For example, take sub bass, if you put the same firmware or tuning that maxed out sub bass on each device how different would the hardware impact the sound?
I'm not a graphs person by the way, I was just thinking that would be a visual way to display how hardware impacts the sound.

It seems to be impossible task. Who owns so many walkmans?
 
Aug 15, 2020 at 12:20 AM Post #43,132 of 45,723
For anyone interested, the A40Series firmware mod was released.

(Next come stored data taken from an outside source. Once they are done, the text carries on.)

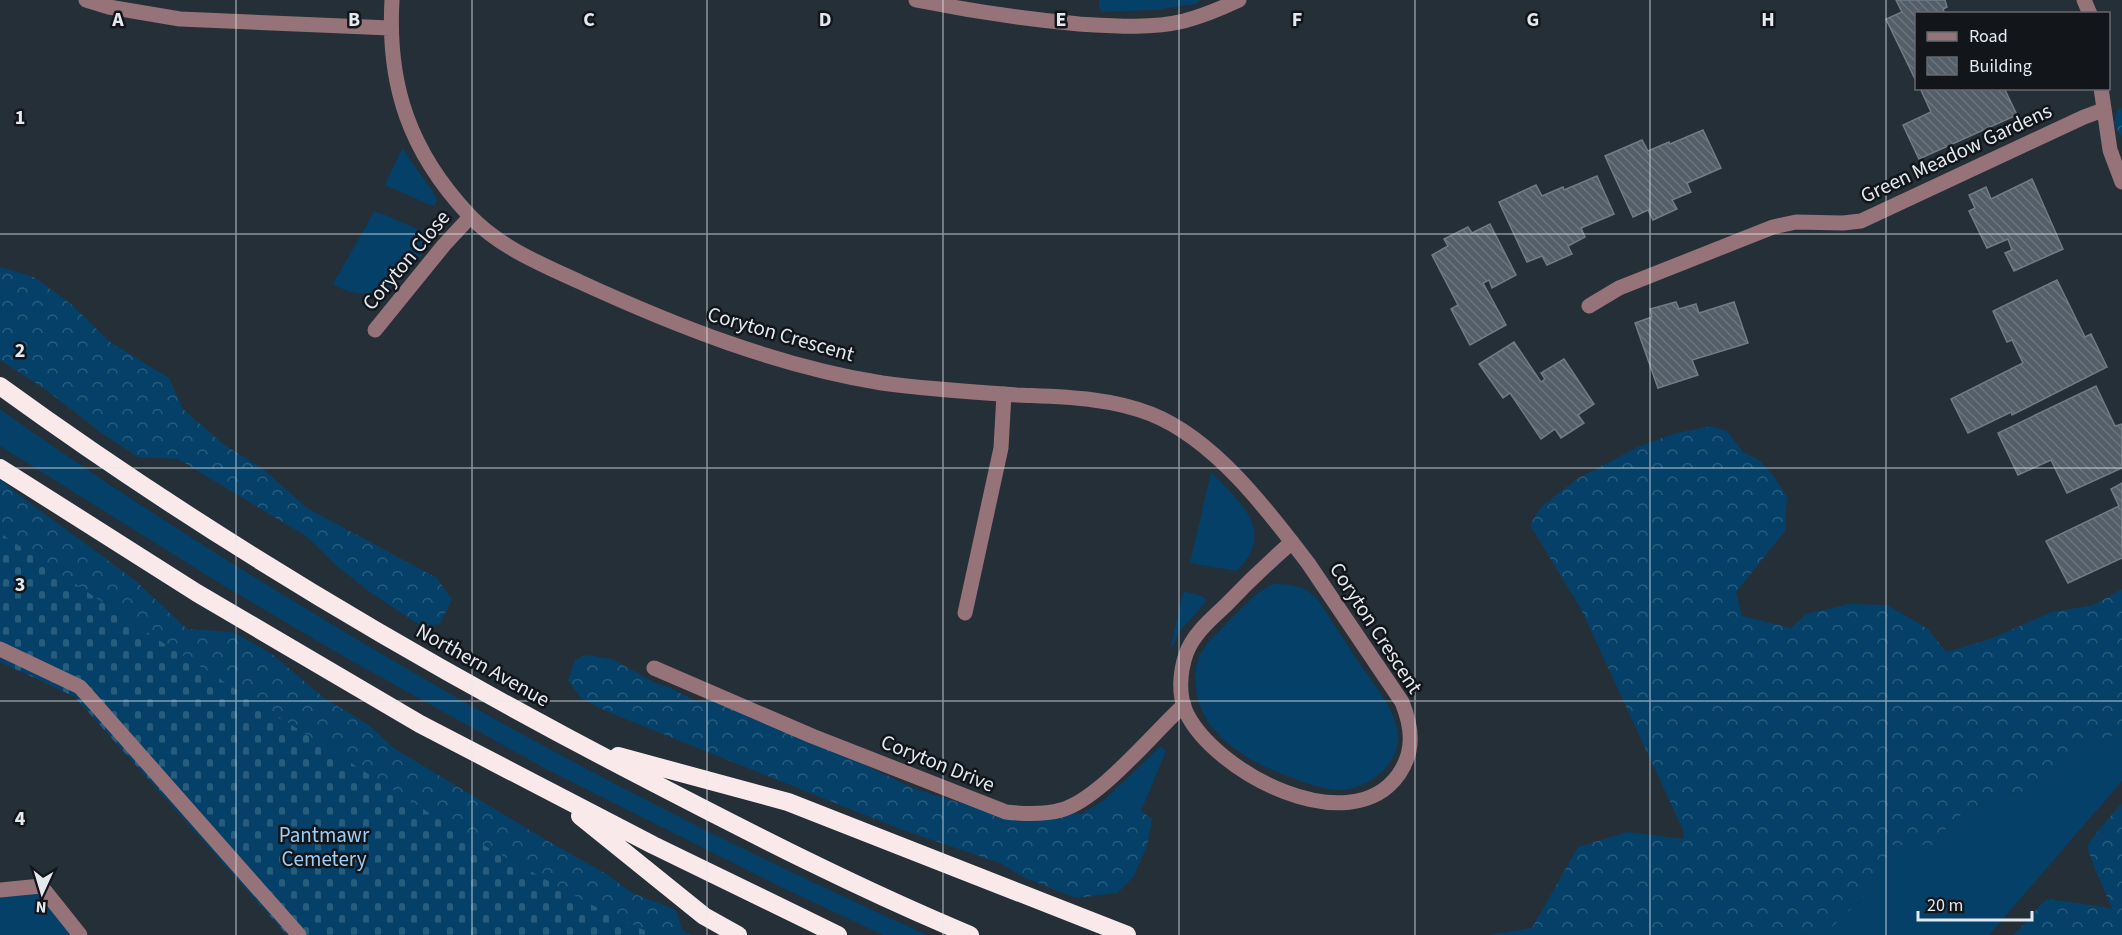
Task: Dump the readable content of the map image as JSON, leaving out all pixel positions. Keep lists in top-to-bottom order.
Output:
{
  "streets": {
    "highway": ["Northern Avenue"],
    "street": [
      "Green Meadow Gardens",
      "Coryton Close",
      "Coryton Crescent",
      "Coryton Drive"
    ]
  },
  "crossings": [
    ["Coryton Close", "Coryton Crescent"],
    ["Coryton Crescent", "Coryton Drive"]
  ],
  "parks": ["Pantmawr Cemetery"],
  "legend": ["Road", "Building"],
  "scale_bar": "20 m",
  "north": "bottom",
  "grid": {
    "columns": [
      "A",
      "B",
      "C",
      "D",
      "E",
      "F",
      "G",
      "H"
    ],
    "rows": [
      "1",
      "2",
      "3",
      "4"
    ]
  }
}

Edit: If you want to post this on other forums, it would be nice to provide a link to this post, and not
a direct Google Drive link or anything like that. Thanks!


Hello people,

There is a new (unofficial) firmware for the NW-A40Series. Please welcome...

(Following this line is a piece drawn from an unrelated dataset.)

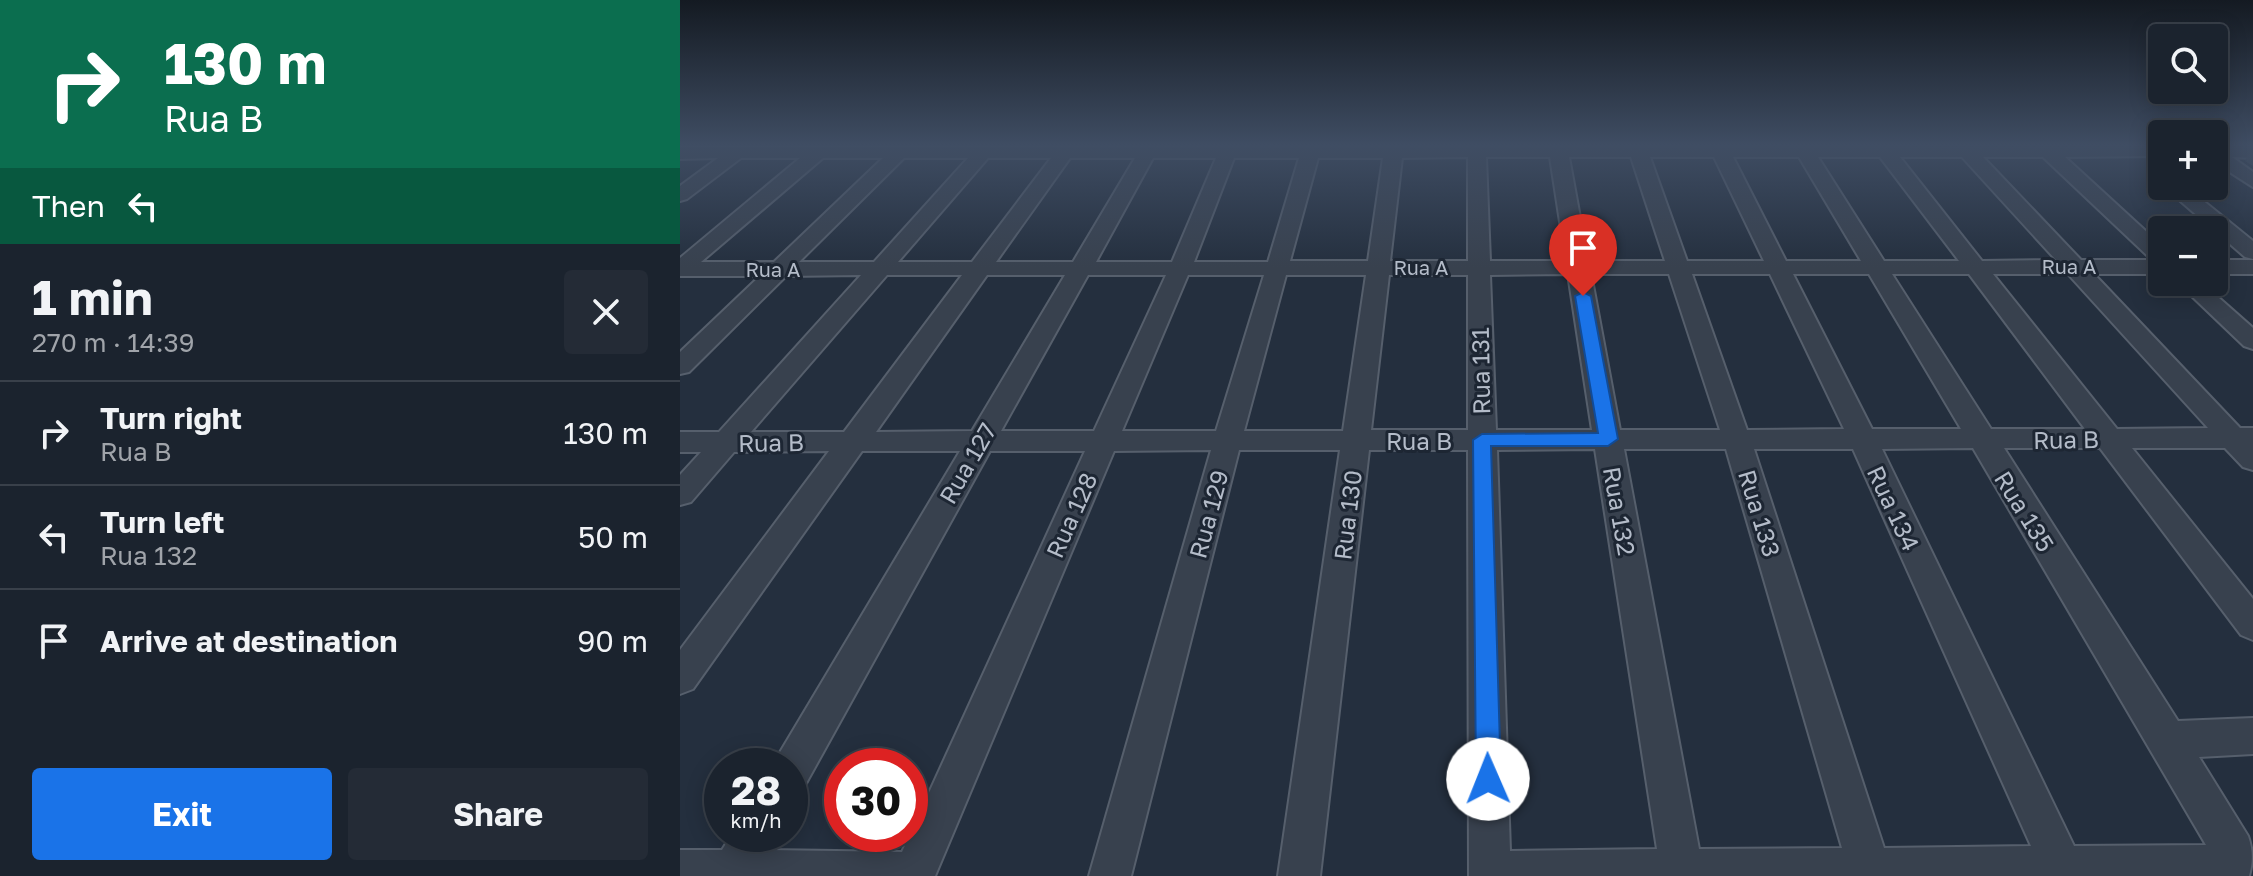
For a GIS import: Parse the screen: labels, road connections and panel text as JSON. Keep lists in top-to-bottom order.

NW-A40Series Reloaded and Reloaded+

This firmware mod is based on the firmware of the NW-ZX300, and it brings the following features:
- new, improved sound
- high gain setting
- Bluetooth Receiver function
- 10 band equalizer
- DSEE HX AI (from DMP-Z1) and other 4 selectable DSEE HX modes
- DC Phase Linearizer with 6 selectable modes
- Vinyl Processor with 4 selectable modes
- Visualizers: Spectrum Analyzer/Analog VU Meter/Digital Peak Meter

- hardware accelerated rendition of the UI

There are some removed features in exchange:
- FM Radio
- Noise cancelling
- Language study


The Reloaded+ version brings a different sound than the normal version, and a slightly
improved battery life.

How to install the modified firmware
1. Connect the player to the computer using the USB cable, and enable
the Mass Storage mode.

2. Open the "Model Switcher" tool, and choose the second option.
The device will do an update, which should take around 1 minute.

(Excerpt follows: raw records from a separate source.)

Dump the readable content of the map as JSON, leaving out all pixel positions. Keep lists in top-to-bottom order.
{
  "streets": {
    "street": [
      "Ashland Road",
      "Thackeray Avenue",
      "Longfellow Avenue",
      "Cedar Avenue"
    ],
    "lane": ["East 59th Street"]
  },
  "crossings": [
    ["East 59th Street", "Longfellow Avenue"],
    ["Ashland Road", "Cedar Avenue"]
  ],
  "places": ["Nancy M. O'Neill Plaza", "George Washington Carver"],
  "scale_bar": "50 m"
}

3. After the device restarts, do a full factory reset.
(Settings > Device Settings > Reset/Format > Restore to Factory Configuration)

4. After the Reset is complete and the device restarted, install one of
the two firmware versions - "A40Series Reloaded" or "A40Series Reloaded+".

While in this "switched" state, you can freely switch between these two firmware versions.




How to get back to the stock firmware
1. Connect the player to the computer using the USB cable, and enable
the Mass Storage mode.

2. Open the "Model Switcher" tool, and choose the second option.
The device will do an update, which should take around 1 minute.



3. After the device restarts, do a full factory reset.
(Settings > Device Settings > Reset/Format > Restore to Factory Configuration).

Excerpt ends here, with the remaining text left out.